Slow Cooked Lamb Shoulder Spring Salad
You will need:
- 2kg bone-in shoulder of lamb
- 1 tbsp Cartwright & Butler English Mustard
- 4 garlic gloves crushed
- Zest and juice of 1 lemon
- 2 tbsp olive oil
- Small bunch of thyme leaves picked
- 2 onions
- 2 carrots
- 150ml white wine
- 300ml chicken stock
- 1tbsp Cartwright & Butler Mint Sauce
- Mixed leaves
- Lightly steamed asparagus
- Freshly podded peas
- Finely sliced spring onions
- Preheat the oven to 150ÅãC. Whisk together the mustard, crushed garlic, lemon juice and zest, thyme leaves and olive oil together, season well.

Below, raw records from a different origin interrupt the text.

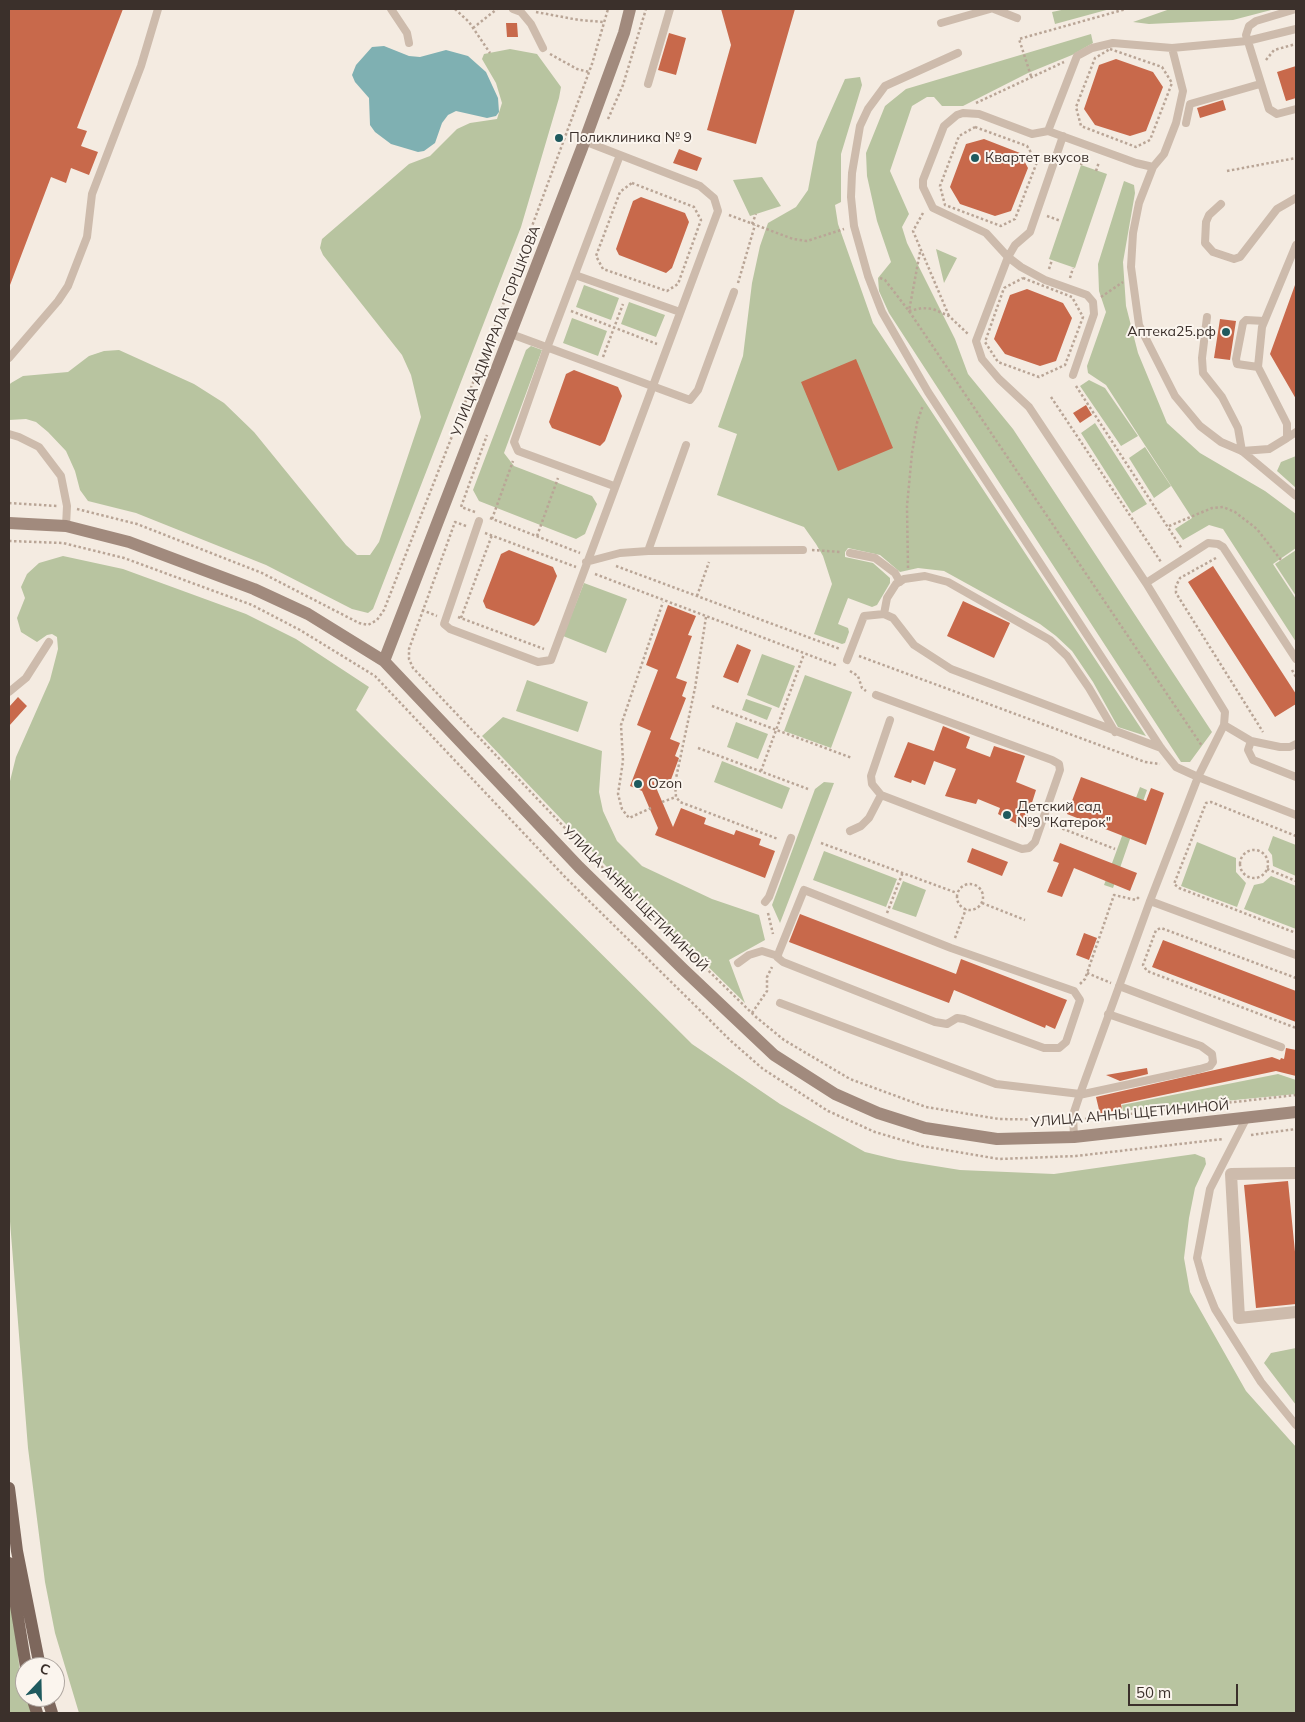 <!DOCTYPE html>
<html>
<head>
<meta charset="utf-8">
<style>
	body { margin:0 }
	#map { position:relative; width:1305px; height:1722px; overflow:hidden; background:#f4ebe1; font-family:Mulish,sans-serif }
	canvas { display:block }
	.frame { position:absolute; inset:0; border:10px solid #3b302b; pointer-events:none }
	.north { position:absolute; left:15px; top:1657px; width:50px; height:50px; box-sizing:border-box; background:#fbf5ee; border:1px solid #aea6a0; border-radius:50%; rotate:21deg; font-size:14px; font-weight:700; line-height:20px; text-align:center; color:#3b302b }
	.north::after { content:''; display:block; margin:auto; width:18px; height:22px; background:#1f5a5e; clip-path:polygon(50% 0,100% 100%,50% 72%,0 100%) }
	.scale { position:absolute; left:1128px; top:1684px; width:110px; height:22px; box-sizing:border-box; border:2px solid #3b302b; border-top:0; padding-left:6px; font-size:15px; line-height:18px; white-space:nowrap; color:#3b302b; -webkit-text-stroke:4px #fbf5ee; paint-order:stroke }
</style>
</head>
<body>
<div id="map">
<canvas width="1305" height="1722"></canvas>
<div class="frame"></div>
<div class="north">С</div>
<div class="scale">50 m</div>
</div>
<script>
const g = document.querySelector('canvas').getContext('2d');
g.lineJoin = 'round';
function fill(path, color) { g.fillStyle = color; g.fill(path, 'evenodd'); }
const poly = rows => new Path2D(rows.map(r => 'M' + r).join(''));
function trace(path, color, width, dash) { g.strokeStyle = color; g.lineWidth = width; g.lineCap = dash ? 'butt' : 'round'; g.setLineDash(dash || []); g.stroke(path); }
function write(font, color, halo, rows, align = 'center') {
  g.font = font + ' Mulish,sans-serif'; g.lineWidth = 4; g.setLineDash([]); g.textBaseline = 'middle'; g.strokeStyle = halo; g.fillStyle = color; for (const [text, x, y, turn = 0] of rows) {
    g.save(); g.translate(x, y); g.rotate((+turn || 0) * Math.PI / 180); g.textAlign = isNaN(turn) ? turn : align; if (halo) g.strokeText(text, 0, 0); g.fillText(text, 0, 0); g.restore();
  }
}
const green = poly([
	[1066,9,1110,9,1055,24,1052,12],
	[1170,9,1275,9,1233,20,1149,24,1133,22],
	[1091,34,1093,43,1072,55,1028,73,963,106,942,106,934,97,927,97,912,106,890,171,909,214,902,227,907,243,955,339,968,374,1013,429,1212,732,1190,762,1181,762,889,313,879,291,878,278,891,262,877,221,867,176,866,153,885,106,906,89],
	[510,49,537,54,561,87,559,98,521,227,373,609,368,613,352,609,266,565,136,513,88,501,80,490,75,471,66,451,48,432,36,422,26,419,9,420,9,385,11,383,23,376,68,372,89,356,104,351,119,350,194,384,224,403,254,432,346,545,357,555,370,555,379,542,421,417,411,375,402,355,323,255,320,248,322,239,409,164,430,156,457,129,470,123,497,119,502,103,496,83,482,59,484,54],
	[860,77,862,85,841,154,841,202,835,205,838,224,873,323,1146,736,1118,727,1093,682,1072,651,1056,636,1040,624,944,571,918,568,900,572,880,555,848,548,845,552,845,557,873,563,890,578,890,583,877,605,872,607,848,598,838,624,848,628,849,632,845,643,842,644,814,634,832,584,823,556,816,544,804,527,717,495,737,434,718,427,743,356,752,283,760,246,768,223,796,207,808,190,817,142,845,79],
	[1081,165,1107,174,1075,268,1049,259],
	[762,177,781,206,750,216,733,180],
	[1124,181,1134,185,1135,193,1123,262,1126,306,1138,353,1167,423,1200,453,1265,491,1296,514,1296,548,1273,564,1296,599,1296,642,1223,529,1209,525,1183,540,1175,529,1192,518,1106,385,1088,373,1087,366,1106,312,1099,291,1098,264],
	[936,249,957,258,944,283],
	[584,285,619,298,611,320,576,307],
	[629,302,665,315,656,337,621,324],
	[572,318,607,331,598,356,563,343],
	[531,346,542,350,504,453,514,466,592,496,597,504,585,534,576,539,479,501,473,490,526,350],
	[1089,380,1105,388,1138,436,1121,446,1080,386],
	[1095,423,1147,504,1132,513,1081,433],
	[1145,447,1171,486,1154,498,1129,458],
	[1296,456,1296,488,1277,471,1281,462],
	[1296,550,1296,596,1275,564],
	[63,556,123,569,246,614,296,639,369,687,356,710,692,1044,780,1104,865,1152,898,1160,960,1170,1054,1174,1195,1154,1205,1158,1206,1164,1195,1188,1189,1218,1184,1258,1190,1292,1246,1391,1296,1447,1296,1713,79,1713,55,1633,45,1582,28,1448,9,1209,9,785,16,757,50,680,58,649,57,637,52,634,47,635,37,642,21,632,17,618,25,598,21,587,27,574,39,563],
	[584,583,627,599,606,653,563,636],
	[762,654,795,666,779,708,747,695],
	[805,675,852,692,831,748,784,731],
	[527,680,588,702,578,732,516,711],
	[746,699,772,708,767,720,742,710],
	[503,717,602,751,599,792,603,811,617,841,642,866,712,899,759,915,765,940,729,960,745,1003,606,866,482,736],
	[736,722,768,734,758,759,727,747],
	[722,761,790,788,782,809,714,782],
	[824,782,834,783,780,923,772,905,815,789],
	[1140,787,1147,790,1113,888,1104,885],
	[1273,836,1296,845,1296,876,1273,866,1272,855,1268,850],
	[1197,842,1236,858,1236,872,1246,883,1237,907,1181,886],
	[824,851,897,879,886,907,813,880],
	[1271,876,1296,886,1296,929,1244,909,1254,885,1263,883],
	[903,881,926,890,916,917,892,909],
	[1278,1074,1296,1080,1296,1094,1123,1111,1122,1105],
	[1296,1348,1296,1405,1264,1363,1271,1353],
	[9,1561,21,1685,25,1691,25,1697,29,1697,40,1713,9,1713]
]);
const water = poly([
	[384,46,409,56,420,57,446,50,468,56,486,72,498,98,499,112,496,116,487,118,456,111,448,115,442,123,435,143,424,151,418,152,391,144,375,132,370,125,369,98,355,82,352,75,356,65,372,47]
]);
const building = poly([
	[9,9,123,9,77,128,87,131,81,146,98,152,89,175,71,168,66,183,51,177,10,285],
	[721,9,795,9,756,144,707,130,731,45],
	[506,23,517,23,518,37,507,37],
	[669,33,686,38,676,75,658,70],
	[1116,59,1153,72,1163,87,1146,131,1130,136,1095,125,1084,109,1099,65],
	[1296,66,1296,98,1286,101,1277,72],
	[1223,100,1226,110,1200,118,1197,108],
	[984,139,1020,153,1028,168,1011,211,995,216,960,204,950,187,966,144],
	[679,149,702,158,697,171,673,163],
	[641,197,685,213,689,222,672,268,666,273,619,255,616,249,633,201],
	[1295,285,1296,285,1296,399,1270,354],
	[1027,289,1063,303,1072,318,1056,361,1040,366,1005,354,994,339,1010,295],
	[1220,319,1236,321,1230,360,1214,358],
	[856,359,893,448,838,471,801,382],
	[574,370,618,387,622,396,605,441,600,446,552,428,549,422,566,374],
	[1086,405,1092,415,1080,423,1073,413],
	[509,550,553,567,557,576,539,621,534,626,486,608,483,601,501,554],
	[1213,566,1296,694,1296,704,1275,717,1188,582],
	[963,601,1010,623,994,658,947,636],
	[668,605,696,616,688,635,692,636,676,678,687,682,682,696,686,698,670,739,680,743,675,756,679,758,669,785,652,778,673,827,681,808,706,818,704,824,734,835,736,830,761,839,759,845,775,851,765,878,655,835,658,828,642,791,630,786,651,731,637,725,658,670,646,665],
	[737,644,751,650,738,683,723,677],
	[18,697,27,706,9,726,9,707],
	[943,726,970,737,966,748,990,757,994,746,1025,756,1016,782,1036,790,1024,828,998,814,1000,808,978,799,976,804,945,796,956,769,934,761,925,785,912,780,911,783,894,777,908,742,934,751],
	[1081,777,1146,801,1151,788,1164,793,1146,845,1067,814],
	[1060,843,1137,873,1130,891,1074,868,1062,897,1047,892,1059,863,1053,861],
	[972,848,1008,862,1002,876,967,862],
	[800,914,956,974,961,959,1067,1000,1055,1029,1046,1025,1045,1028,954,990,949,1003,789,942],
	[1084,933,1097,938,1089,960,1076,955],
	[1163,940,1296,991,1296,1022,1152,967],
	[1286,1048,1296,1050,1296,1076,1276,1071,1121,1104,1122,1109,1100,1114,1096,1097,1272,1057,1280,1060,1281,1058,1284,1059],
	[1147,1068,1148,1074,1120,1081,1106,1075],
	[1288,1181,1296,1262,1296,1304,1256,1308,1244,1185]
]);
const path = poly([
	[455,9,469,22,490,53],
	[536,12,579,20,604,22],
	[473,28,497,9],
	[1110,49,1162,67,1172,83,1150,140,1136,147,1081,126,1076,107,1095,58,1110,49],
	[550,54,577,69,589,72],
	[1266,60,1274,50,1296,44],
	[1031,76,1019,39,1126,9],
	[976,103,1064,62],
	[608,119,623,85,646,9],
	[975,127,1027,146,1037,162,1015,219,1001,226,945,205,940,186,959,136,975,127],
	[1081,165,1084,155],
	[1096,171,1099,162],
	[1227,171,1296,158],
	[632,183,694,207,701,220,678,284,667,291,603,269,596,256,620,192,632,183],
	[923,213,913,231,949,316],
	[729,215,793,239,807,241,844,229],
	[1047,216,1061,221],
	[752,224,756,214],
	[920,252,909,311,922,308,933,309,949,316,968,334],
	[1049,269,1052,260],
	[880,278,885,280,909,311,1202,746],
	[1023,278,1072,297,1083,317,1065,365,1039,377,998,362,985,342,1004,288,1023,278],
	[1070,278,1073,268],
	[738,283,755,225],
	[1101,297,1123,282],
	[571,311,657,344],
	[603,357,623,304],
	[1076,386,1182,549],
	[1051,397,1161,562],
	[9,503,57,506],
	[77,509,137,524,262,573,359,623,368,625,377,620,384,610,494,329,592,64,608,9],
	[475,512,461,507,487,435],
	[490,518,580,553],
	[492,519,513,461],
	[466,526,455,522,409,649,409,659,413,668,604,869,756,1017,784,1040,850,1079,926,1107,999,1119,1062,1120],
	[1169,526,1212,508,1223,507,1235,512,1257,529,1281,560],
	[485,533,576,567],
	[537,536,558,478],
	[9,541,63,543,124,558,252,605,300,630,375,676,566,878,731,1041,763,1069,828,1111,875,1132,922,1146,999,1159,1076,1156,1223,1139],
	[812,550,841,552],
	[1216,558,1180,578,1176,586,1176,593,1263,732],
	[616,566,840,649],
	[908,568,907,506,912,453,917,423,923,405],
	[595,574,838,666],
	[697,596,709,562],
	[422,610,437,616],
	[458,617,544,649],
	[706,617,695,688,675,783,676,797,680,802,778,839],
	[461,618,492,535],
	[859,656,1145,762,1160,764],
	[1292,670,1296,677],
	[850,671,858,676,862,688,866,691],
	[712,706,852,758],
	[698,748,808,789],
	[761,771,804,654],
	[662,802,676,797],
	[651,808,629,818,622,809,618,794,623,761,621,725,663,602],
	[1053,825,1115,849],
	[1296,836,1211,802,1206,803,1174,884,1179,888,1296,933],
	[821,843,957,893],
	'1240 864a14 14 0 1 1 28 0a14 14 0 1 1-28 0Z',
	[1267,869,1296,881],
	'957 897a13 13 0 1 1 26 0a13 13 0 1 1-26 0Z',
	[982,903,1025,920],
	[768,913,773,934],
	[887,913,903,872],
	[955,938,966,909],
	[1087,973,1111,983],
	[1296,978,1161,928,1156,930,1143,965,1147,971,1296,1028],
	[1080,984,1085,979,1114,895,1136,900,1139,897],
	[752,1013,767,991,767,977,772,967],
	[1085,1119,1296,1095],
	[1251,1135,1296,1129]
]);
const lane = poly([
	[391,9,407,33,409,43],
	[513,9,521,12,531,24,543,48],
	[994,9,1017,18],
	[1296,9,1256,21,1249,26,1246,35,1269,109,1277,114,1296,109],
	[941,23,990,9],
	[958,53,885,86,868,109,860,126,852,173,851,197,854,226,868,276,882,312,928,392,1161,748,1176,767,1198,777,1224,725,1225,712,1146,583,1029,407,999,379,982,359,976,341,1008,257,986,233,933,208,923,187,923,180,944,126,957,115,963,113,979,114,1032,134,1048,131,1077,56,1092,48,1113,43,1172,48],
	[648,84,670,9],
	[1186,123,1190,104,1260,84],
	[1048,131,1136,163,1153,167,1164,154,1176,123,1183,91,1172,48,1247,41,1296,29],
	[1063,136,1030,232,1015,245,1008,257,1021,267,1045,280,1087,295,1093,302,1094,314,1073,375],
	[1153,167,1139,203,1133,233,1131,267,1139,325,1175,396,1200,426,1221,442,1242,451,1296,496],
	[1221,204,1209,215,1206,222,1205,243,1213,252,1234,259,1240,257,1277,209,1296,198],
	[575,275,680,312],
	[1207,317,1202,358,1203,373,1222,397,1238,428,1242,451],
	[511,334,690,400,698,390,734,292],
	[9,358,58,301,68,286,87,237,92,194,141,66,158,9],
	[1258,367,1237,364,1236,359,1243,323,1246,320,1264,321],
	[9,434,19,437,39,447,61,476,67,506,66,526],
	[1287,438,1296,432],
	[1242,451,1269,449,1287,438,1287,424,1283,416,1258,367,1262,327,1296,245],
	[614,486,518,451,514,442,547,348,620,155],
	[479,521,444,624,450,629,538,662,551,660,718,211,714,198,700,186,584,141],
	[648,551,803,550],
	[850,553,875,558,895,573,900,582],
	[586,562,620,553,648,551,686,445],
	[1146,583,1208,543,1218,544,1223,547,1296,659],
	[884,614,887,598,896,584,904,579,925,576,948,582,1050,640,1067,656,1089,688,1115,732],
	[847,660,864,616,884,614,893,618,914,645,951,669,1161,748],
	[9,692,26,678,49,642],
	[876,695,1052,760,1059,764,1060,770,1035,842,1029,848,1022,849,881,795],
	[1224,725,1251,741],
	[1296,744,1290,747,1280,747,1251,741,1248,750,1253,760,1296,777],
	[850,831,861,826,869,818,881,795,872,784,871,776,890,720],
	[804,890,951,948,1074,991,1080,1000,1066,1042,1059,1048,1044,1048,964,1019,957,1018,947,1024,935,1022,783,962,777,957,804,890],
	[1150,901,1296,955],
	[765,902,769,897,791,838],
	[738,963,749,955,762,951,778,956],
	[1119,986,1281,1047],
	[780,1003,996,1084,1080,1094],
	[1079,1095,1200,1069,1210,1066,1213,1062,1212,1054,1201,1046,1108,1014],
	[1246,1119,1210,1189,1197,1258,1203,1279,1215,1309,1261,1382,1296,1425],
	[1074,1137,1073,1115,1080,1094,1150,901,1198,777,1296,815]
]);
const street = poly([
	[1296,1173,1231,1174,1239,1318,1296,1312]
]);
const secondary = poly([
	[9,523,66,526,129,542,254,589,308,614,384,661,579,867,683,969,774,1055,835,1094,878,1113,925,1128,997,1139,1074,1137,1296,1112],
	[384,661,582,148,624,33,630,9]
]);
const primary = poly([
	[9,1488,17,1551,40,1667],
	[9,1563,26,1667],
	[32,1697,37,1713],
	[47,1697,52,1713]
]);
const markers = [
	[559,138,5,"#1f5a5e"],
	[975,158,5,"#1f5a5e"],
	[1226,332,5,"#1f5a5e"],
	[638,784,5,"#1f5a5e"],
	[1007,815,5,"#1f5a5e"]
];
const poiNames = [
	["Поликлиника № 9",569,138],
	["Квартет вкусов",985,158],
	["Аптека25.рф",1216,332,"right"],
	["Ozon",648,784],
	["Детский сад",1017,807],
	["№9 \"Катерок\"",1017,823]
];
const streetNames = [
	["УЛИЦА АДМИРАЛА ГОРШКОВА",496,331,-69],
	["УЛИЦА АННЫ ЩЕТИНИНОЙ",635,899,45],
	["УЛИЦА АННЫ ЩЕТИНИНОЙ",1130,1114,-5]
];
fill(green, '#b8c4a0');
fill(water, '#7fb0b2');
fill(building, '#c8694b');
trace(path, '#b9a596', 2.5, [2.5, 2.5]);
trace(lane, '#cdbbac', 8);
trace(street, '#cdbbac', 12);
trace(secondary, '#a18a7d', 12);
trace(primary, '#7d675c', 12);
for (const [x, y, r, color] of markers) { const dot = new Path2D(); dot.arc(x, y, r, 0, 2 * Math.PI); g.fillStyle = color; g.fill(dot); trace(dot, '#fbf5ee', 2); }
write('14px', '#3b302b', '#fbf5ee', poiNames, 'left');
write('14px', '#3b302b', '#fbf5ee', streetNames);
</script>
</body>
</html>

- Slice the carrots and onions and spread across the base of a roasting tin, place the lamb shoulder on top of the vegetables. Use a small knife and create small incisions all over the lamb shoulder. Massage the marinade into the lamb.
- Pour the white wine and chicken stock around the base of the lamb, cover with foil and transfer to the oven to cook for 5 hours checking occasionally that the tin isn’t dry (add a splash more water if needed).
- Remove lamb to a board (reserve tin), cover the lamb with foil and leave to rest for 30 mins - 1hr.
- To make the dressing, skim fat from the tin, depending on how much liquid you have left, you may want to reduce the liquid down, you should have around 150ml stir through the mint sauce and warm gently.
- Shred the lamb using two forks, to serve arrange the leaves, asparagus, peas, spring onion and lamb onto a large serving platter, and spoon over the warm dressing.